The condition was once only diagnosable in dead players, but according to the lawsuit filed Nov. 21 in U.S. District Court in Fort Lauderdale, Florida, “living CTE has now become clinically diagnosable," and the players want their 32 former teams named in the lawsuit and the NFL to acknowledge recent medical advances and pay workers comp. 

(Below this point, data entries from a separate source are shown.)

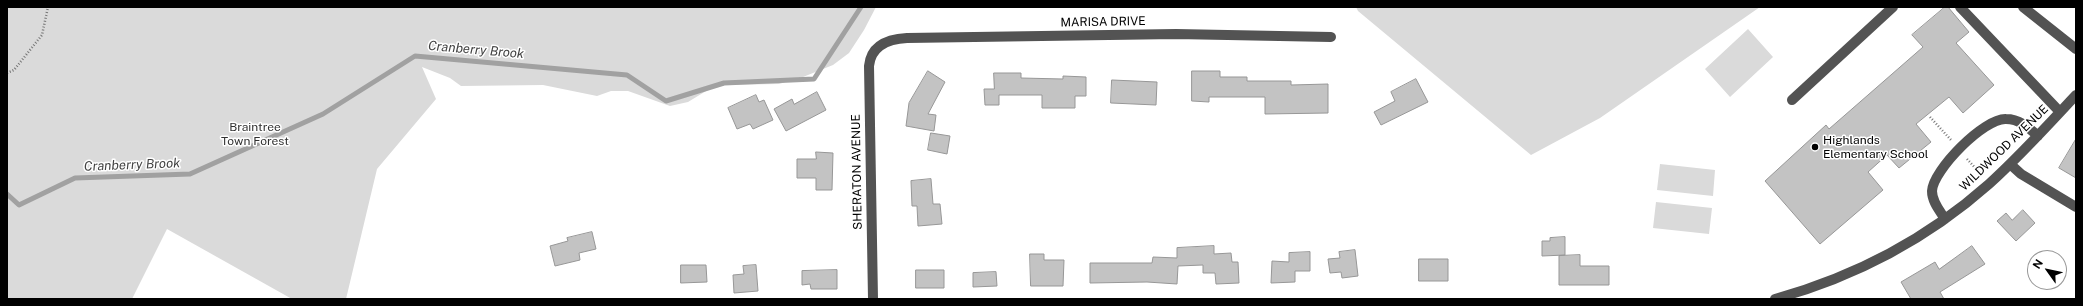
<!DOCTYPE html>
<style>
body{margin:0}
#map{position:relative;width:2083px;height:306px;overflow:hidden;background:#fff;font-family:"Public Sans",sans-serif}
canvas{display:block}
.frame{position:absolute;inset:0;border:8px solid #000;pointer-events:none}
.north{position:absolute;left:2027px;top:250px;width:40px;height:40px;box-sizing:border-box;background:#fff;border:1px solid #999;border-radius:50%;rotate:303deg;font-size:11px;font-weight:700;line-height:16px;text-align:center;color:#000}
.north::after{content:'';display:block;margin:auto;width:14px;height:18px;background:#000;clip-path:polygon(50% 0,100% 100%,50% 72%,0 100%)}
</style>
<div id="map">
<canvas width="2083" height="306"></canvas>
<div class="frame"></div>
<div class="north">N</div>
</div>
<script>
const c = document.querySelector('canvas').getContext('2d');
c.lineJoin = 'round';
function fillPath(path, color) { c.fillStyle = color; c.fill(path, 'evenodd'); }
function strokePath(path, color, width, dash) { c.strokeStyle = color; c.lineWidth = width; c.lineCap = dash ? 'butt' : 'round'; c.setLineDash(dash || []); c.stroke(path); }
function drawText(font, color, halo, rows, align = 'center') {
  c.font = font + ' "Public Sans",sans-serif'; c.lineWidth = 3; c.setLineDash([]); c.textBaseline = 'middle'; c.strokeStyle = halo; c.fillStyle = color; for (const [text, x, y, turn = 0] of rows) {
    c.save(); c.translate(x, y); c.rotate((+turn || 0) * Math.PI / 180); c.textAlign = isNaN(turn) ? turn : align; if (halo) c.strokeText(text, 0, 0); c.fillText(text, 0, 0); c.restore();
  }
}
const green = new Path2D(`
 M7,7H876L864,30L849,53L833,65L803,77L779,84L716,85L688,102L670,106L628,91H611L597,96L543,85L461,86L450,78L422,67L436,99L377,169L346,299H292L167,229L132,299H7Z
 M1356,7H1760L1600,118L1531,155L1358,11Z
 M1748,29L1773,57L1730,97L1705,69Z
 M1660,164L1715,170L1713,196L1657,190Z
 M1656,202L1712,208L1709,234L1653,228Z`);
const stream = new Path2D(`
 M7,194L19,205L75,178L190,174L323,114L415,56L627,75L666,101L724,83L814,79L861,7`);
const building = new Path2D(`
 M1945,7H1948L1969,32L1956,43L1994,85L1963,113L1949,97L1916,124L1931,142L1899,168L1887,155L1868,172L1883,190L1820,244L1765,181L1826,125L1829,129L1923,47L1912,35Z
 M928,71L945,82L928,114L936,115L934,131L906,126L909,103Z
 M1192,71H1220V77H1247V81H1291V85L1328,84V113L1265,114V97H1209V102L1192,101Z
 M994,73H1021V78L1063,79V76L1086,77V96H1075V108H1042V95H999V105H985L984,89H994Z
 M1416,79L1428,102L1381,125L1374,112L1395,101L1391,92Z
 M1112,80L1157,82L1156,105L1111,103Z
 M817,92L826,110L786,131L774,109L792,99L794,104Z
 M756,95L759,102L764,100L773,120L753,129L750,124L737,129L728,108Z
 M931,133L950,136L947,154L928,150Z
 M2076,139V178L2059,168Z
 M816,152L833,153L832,190H816V178H797V159H816Z
 M931,179L933,204H940L942,224L918,226L917,206H912L911,181Z
 M2023,210L2035,223L2016,241L1997,221L2006,213L2012,220Z
 M592,232L596,249L579,253L580,260L555,266L550,246L568,241L567,238Z
 M1565,237V255L1542,256V241H1550V238Z
 M1214,246V254L1231,253L1232,262H1238L1239,283L1216,284L1215,273H1203V265L1178,266L1177,284L1147,282L1090,283V263H1152L1153,257L1177,258V248Z
 M1972,246L1985,264L1940,292L1944,299H1911L1901,282L1935,262L1939,269Z
 M1355,250L1358,276L1342,278L1341,272L1330,273L1328,259L1340,258L1339,252Z
 M1310,252V271H1295V282L1271,283L1272,261L1289,262V253Z
 M1030,254H1044V260H1064L1063,286H1031Z
 M1580,255V266H1609V285H1559V256Z
 M1419,259H1448V281H1419Z
 M681,265H706L707,282L681,283Z
 M756,265L758,291L734,293L733,275L744,274L743,266Z
 M837,270V289H811L810,284L802,285V271Z
 M916,270H944V288H916Z
 M996,272L997,286L973,287V273Z`);
const path = new Path2D(`
 M7,73L14,70L42,35L48,7
 M1930,117L1951,140
 M1967,159L1981,174`);
const minor = new Path2D(`
 M1960,7L2060,112
 M2023,7L2076,49
 M1792,100L1893,7
 M2010,164L2021,174L2076,207
 M1945,219C1940,211 1932,202 1932,191C1933,170 1984,118 2006,119C2019,119 2028,127 2038,136
 M873,299L869,66C871,45 889,39 907,38L1176,34L1331,37
 M1775,299C1854,277 1927,239 1989,184C2020,156 2048,125 2076,95`);
const markers = [
 [1815,147,4,"#000"]
];
const streetNames = [
 ["MARISA DRIVE",1103,22,-1],
 ["WILDWOOD AVENUE",2004,148,-44],
 ["SHERATON AVENUE",857,172,-91]
];
const parkNames = [
 ["Braintree",255,127],
 ["Town Forest",255,141]
];
const poiNames = [
 ["Highlands",1823,140],
 ["Elementary School",1823,154]
];
const waterNames = [
 ["Cranberry Brook",476,50,5],
 ["Cranberry Brook",132,165,-2]
];
fillPath(green, '#dadada');
strokePath(stream, '#a1a1a1', 5);
fillPath(building, '#c3c3c3');
strokePath(building, '#979797', 1);
strokePath(path, '#757575', 2.5, [1, 2]);
strokePath(minor, '#535353', 10);
for (const [x, y, r, color] of markers) { const dot = new Path2D(); dot.arc(x, y, r, 0, 2 * Math.PI); c.fillStyle = color; c.fill(dot); strokePath(dot, '#fff', 1.5); }
drawText('12px', '#000', '#fff', streetNames);
drawText('12px', '#313131', '#fff', parkNames);
drawText('12px', '#000', '#fff', poiNames, 'left');
drawText('italic 13px', '#424242', '#fff', waterNames);
</script>
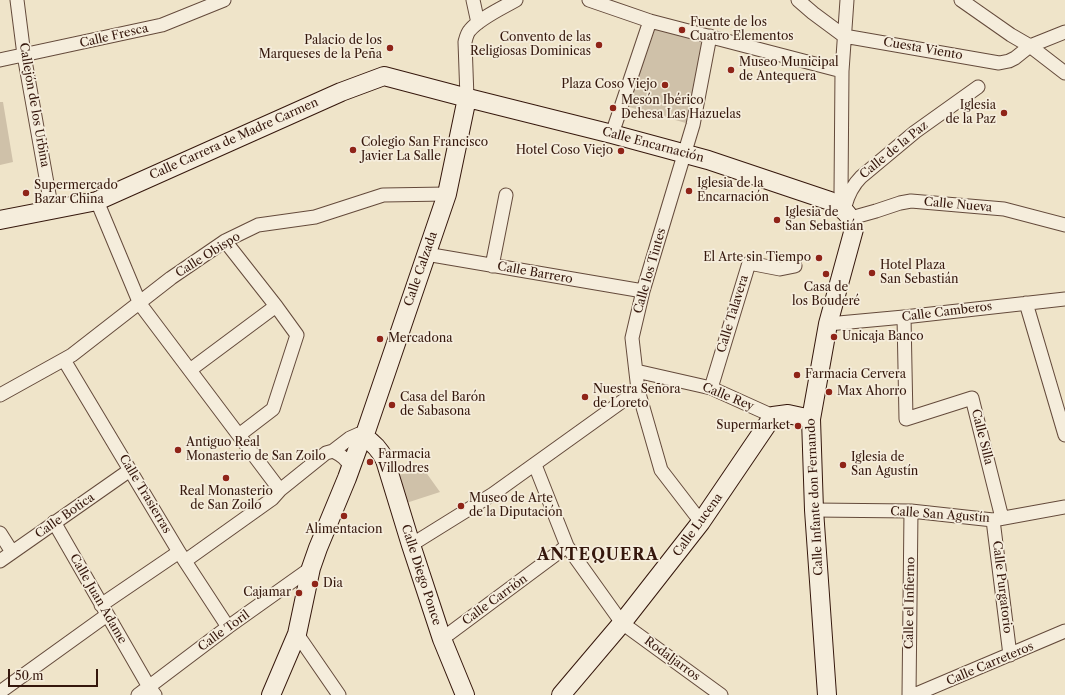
<!DOCTYPE html>
<html>
<head>
<meta charset="utf-8">
<style>
  body { margin:0 }
  #map { position:relative; width:1065px; height:695px; overflow:hidden; background:#efe4c9; font-family:"Libre Caslon Text",serif }
  canvas { display:block }
  .scale { position:absolute; left:8px; top:669px; width:90px; height:18px; box-sizing:border-box; border:2px solid #35170c; border-top:0; padding-left:5px; font-size:12px; line-height:14px; white-space:nowrap; color:#35170c; -webkit-text-stroke:3px #f5eddc; paint-order:stroke }
</style>
</head>
<body>
<div id="map">
<canvas width="1065" height="695"></canvas>
<div class="scale">50 m</div>
</div>
<script>
const context = document.querySelector('canvas').getContext('2d');
context.lineJoin = 'round';
function fillPath(path, color) {
  context.fillStyle = color;
  context.fill(path, 'evenodd');
}
function trace(path, color, width, dash) {
  context.strokeStyle = color;
  context.lineWidth = width;
  context.lineCap = dash ? 'butt' : 'round';
  context.setLineDash(dash || []);
  context.stroke(path);
}
function write(font, color, halo, rows, align = 'center') {
  context.font = font + ' "Libre Caslon Text",serif';
  context.lineWidth = 3.5;
  context.setLineDash([]);
  context.textBaseline = 'middle';
  context.strokeStyle = halo;
  context.fillStyle = color;
  for (const [text, x, y, turn = 0] of rows) {
    context.save();
    context.translate(x, y);
    context.rotate((+turn || 0) * Math.PI / 180);
    context.textAlign = isNaN(turn) ? turn : align;
    if (halo) context.strokeText(text, 0, 0);
    context.fillText(text, 0, 0);
    context.restore();
  }
}
fillPath(new Path2D(`
  M650 21 710 36 693 125 622 105Z
  M0 102H3L13 162 0 165Z
  M425 471 440 492 400 505 389 476Z`), '#cfc1a9');
const street = new Path2D(`
  M17 0 24 55 52 211
  M473 0 478 23
  M589 0 650 21 842 71
  M798 0 813 13 844 36 999 63 1009 61 1015 58 1030 46 1065 32
  M961 0 1011 35 1030 46 1065 73
  M0 60 162 25 224 0
  M467 98 465 42C466 38 467 33 470 30 480 18 502 8 516 0
  M612 134 650 21
  M97 201 140 304 280 490
  M845 206C848 195 852 186 861 177L915 132 978 87
  M840 207 841 193 842 71 847 0
  M851 218 876 211 900 203 911 201 1004 209 1065 225
  M426 254 643 291
  M492 266 506 195
  M1026 303 1065 435
  M904 317 906 419 972 398 1002 518
  M828 324 904 317 1065 299
  M64 360 179 552 228 627
  M190 370 276 306 225 241
  M636 371 711 388 773 416
  M711 388 749 263 780 269 795 266
  M0 395 72 355 171 278 225 241 258 225 315 217 383 195 447 194
  M239 435 273 409 297 335 276 306
  M333 451 350 438 359 434 364 437
  M535 465 567 546 622 623 721 695
  M814 510 911 511 993 520 1065 507
  M993 520 1010 655
  M54 522 149 687 155 695
  M701 522 661 470 638 390 632 338 643 291 693 125 710 36
  M0 533 12 552
  M411 545 493 494 638 390
  M0 561 130 470
  M185 561 272 499 280 490 326 453 333 451C341 455 347 459 351 468
  M101 605 179 552
  M297 634 339 695
  M442 639 567 546
  M0 692 107 615
  M138 695 228 627 311 568
  M909 695 911 511
  M914 695 1065 631`);
const secondary = new Path2D(`
  M0 220 97 201 341 92 384 76 460 96 612 134 708 160 830 201C842 208 852 215 854 229L828 324 811 419 814 510 827 695
  M364 437C374 443 380 450 385 460L411 545 442 639 465 695
  M271 695 297 634 311 568 318 548 347 478 359 445 364 437 447 194 467 98
  M561 695 622 623 701 522 773 416 788 414 811 419`);
trace(street, '#644a3b', 15);
trace(secondary, '#35170c', 20);
trace(street, '#f5eddc', 13);
trace(secondary, '#f5eddc', 18);
for (const [x, y, r, color] of [
  [682,30,4,"#8f2418"],
  [599,45,4,"#8f2418"],
  [390,48,4,"#8f2418"],
  [731,70,4,"#8f2418"],
  [665,85,4,"#8f2418"],
  [613,108,4,"#8f2418"],
  [1004,113,4,"#8f2418"],
  [353,150,4,"#8f2418"],
  [621,151,4,"#8f2418"],
  [689,191,4,"#8f2418"],
  [26,193,4,"#8f2418"],
  [777,220,4,"#8f2418"],
  [819,258,4,"#8f2418"],
  [872,273,4,"#8f2418"],
  [826,274,4,"#8f2418"],
  [834,337,4,"#8f2418"],
  [380,339,4,"#8f2418"],
  [797,375,4,"#8f2418"],
  [829,392,4,"#8f2418"],
  [585,397,4,"#8f2418"],
  [392,405,4,"#8f2418"],
  [798,426,4,"#8f2418"],
  [178,450,4,"#8f2418"],
  [370,462,4,"#8f2418"],
  [843,465,4,"#8f2418"],
  [226,478,4,"#8f2418"],
  [461,506,4,"#8f2418"],
  [344,516,4,"#8f2418"],
  [315,584,4,"#8f2418"],
  [299,593,4,"#8f2418"]
]) {
  const dot = new Path2D();
  dot.arc(x, y, r, 0, 2 * Math.PI);
  context.fillStyle = color;
  context.fill(dot);
  trace(dot, '#f5eddc', 1.5);
}
write('12px', '#35170c', '#f5eddc', [
  ["Fuente de los",690,23],
  ["Cuatro Elementos",690,37],
  ["Convento de las",591,38,"right"],
  ["Religiosas Dominicas",591,52,"right"],
  ["Palacio de los",382,41,"right"],
  ["Marqueses de la Peña",382,55,"right"],
  ["Museo Municipal",739,63],
  ["de Antequera",739,77],
  ["Plaza Coso Viejo",657,85,"right"],
  ["Mesón Ibérico",621,101],
  ["Dehesa Las Hazuelas",621,115],
  ["Iglesia",996,106,"right"],
  ["de la Paz",996,120,"right"],
  ["Colegio San Francisco",361,143],
  ["Javier La Salle",361,157],
  ["Hotel Coso Viejo",613,151,"right"],
  ["Iglesia de la",697,184],
  ["Encarnación",697,198],
  ["Supermercado",34,186],
  ["Bazar China",34,200],
  ["Iglesia de",785,213],
  ["San Sebastián",785,227],
  ["El Arte sin Tiempo",811,258,"right"],
  ["Hotel Plaza",880,266],
  ["San Sebastián",880,280],
  ["Casa de",826,288,"center"],
  ["los Bouderé",826,302,"center"],
  ["Unicaja Banco",842,337],
  ["Mercadona",388,339],
  ["Farmacia Cervera",805,375],
  ["Nuestra Señora",593,390],
  ["de Loreto",593,404],
  ["Max Ahorro",837,392],
  ["Casa del Barón",400,398],
  ["de Sabasona",400,412],
  ["Supermarket",790,426,"right"],
  ["Antiguo Real",186,443],
  ["Monasterio de San Zoilo",186,457],
  ["Farmacia",378,455],
  ["Villodres",378,469],
  ["Iglesia de",851,458],
  ["San Agustín",851,472],
  ["Real Monasterio",226,492,"center"],
  ["de San Zoilo",226,506,"center"],
  ["Museo de Arte",469,499],
  ["de la Diputación",469,513],
  ["Alimentacion",344,530,"center"],
  ["Dia",323,584],
  ["Cajamar",291,593,"right"]
], 'left');
write('12px', '#35170c', '#f5eddc', [
  ["Calle Fresca",114,36,-13],
  ["Cuesta Viento",923,49,10],
  ["Callejón de los Urbina",34,105,80],
  ["Calle Carrera de Madre Carmen",234,139,-24],
  ["Calle Encarnación",653,145,15],
  ["Calle de la Paz",894,150,-39],
  ["Calle Nueva",958,205,5],
  ["Calle Obispo",208,255,-32],
  ["Calle Calzada",421,269,-71],
  ["Calle los Tintes",650,271,-74],
  ["Calle Barrero",535,273,10],
  ["Calle Camberos",947,312,-7],
  ["Calle Talavera",733,314,-73],
  ["Calle Rey",728,397,22],
  ["Calle Silla",982,437,76],
  ["Calle Trasierras",145,494,59],
  ["Calle Infante don Fernando",815,497,-93],
  ["Calle San Agustín",940,515,4],
  ["Calle Botica",65,516,-35],
  ["Calle Lucena",698,525,-54],
  ["Calle Diego Ponce",421,575,72],
  ["Calle Purgatorio",1002,587,83],
  ["Calle Juan Adame",98,599,60],
  ["Calle Carrión",495,600,-36],
  ["Calle el Infierno",910,603,-89],
  ["Calle Toril",224,631,-36],
  ["Rodaljarros",672,659,36],
  ["Calle Carreteros",990,664,-23]
]);
context.letterSpacing = '1px';
write('bold 16px', '#35170c', '#f5eddc', [
  ["ANTEQUERA",598,555]
]);
context.letterSpacing = '0px';
</script>
</body>
</html>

The lawsuit states that players “have sustained excessive and undue occupational head trauma, including severe concussions and frequent sub-concussive head injuries, which have unquestionably occurred" as employees for the NFL. The players claim that their employers “routinely failed to care for (their) repetitive head injuries during their careers in any medically competent or meaningful manner that complied with any known published contact sports return-to-play guidelines at the time in which the injuries occurred.”

The lawsuit draws a comparison to the way amyotrophic lateral sclerosis, otherwise known as Lou Gerhrig’s disease, is diagnosed. “Essentially, living-CTE has now become clinically diagnosable to the same extent that living-ALS has become recognized as being clinically diagnosable,” the players said in their lawsuit. 

The lawsuit seeks declaratory relief for living NFL players who are seeking workers comp benefits from their former employers for “being unduly exposed to and sustaining repeated head trauma” and the subsequent fatal degenerative brain disorder that manifests as latent onset diagnoses of chronic traumatic encephalopathy – injuries that occurred during their NFL employment or resulted from it.

In their lawsuit, the players demand a jury trial and want the NFL and the workers comp boards to acknowledge CTE as a “distinct occupational disease” with a “latent manifestation” that shows up in clinical diagnoses many years after players retire.  

Among the plaintiffs in the suit are 49-year-old Dexter Carter, who played for the San Francisco 49ers and the New York Jets; 39-year-old Corey Simon, who played for the Philadelphia Eagles, the Indianapolis Colts and the Tennessee Titans; and 52-year-old Ernest Givins, who played for the Jacksonville Jaguars. All their former teams are listed as defendants.  
    
The NFL did not immediately respond to a request for comment.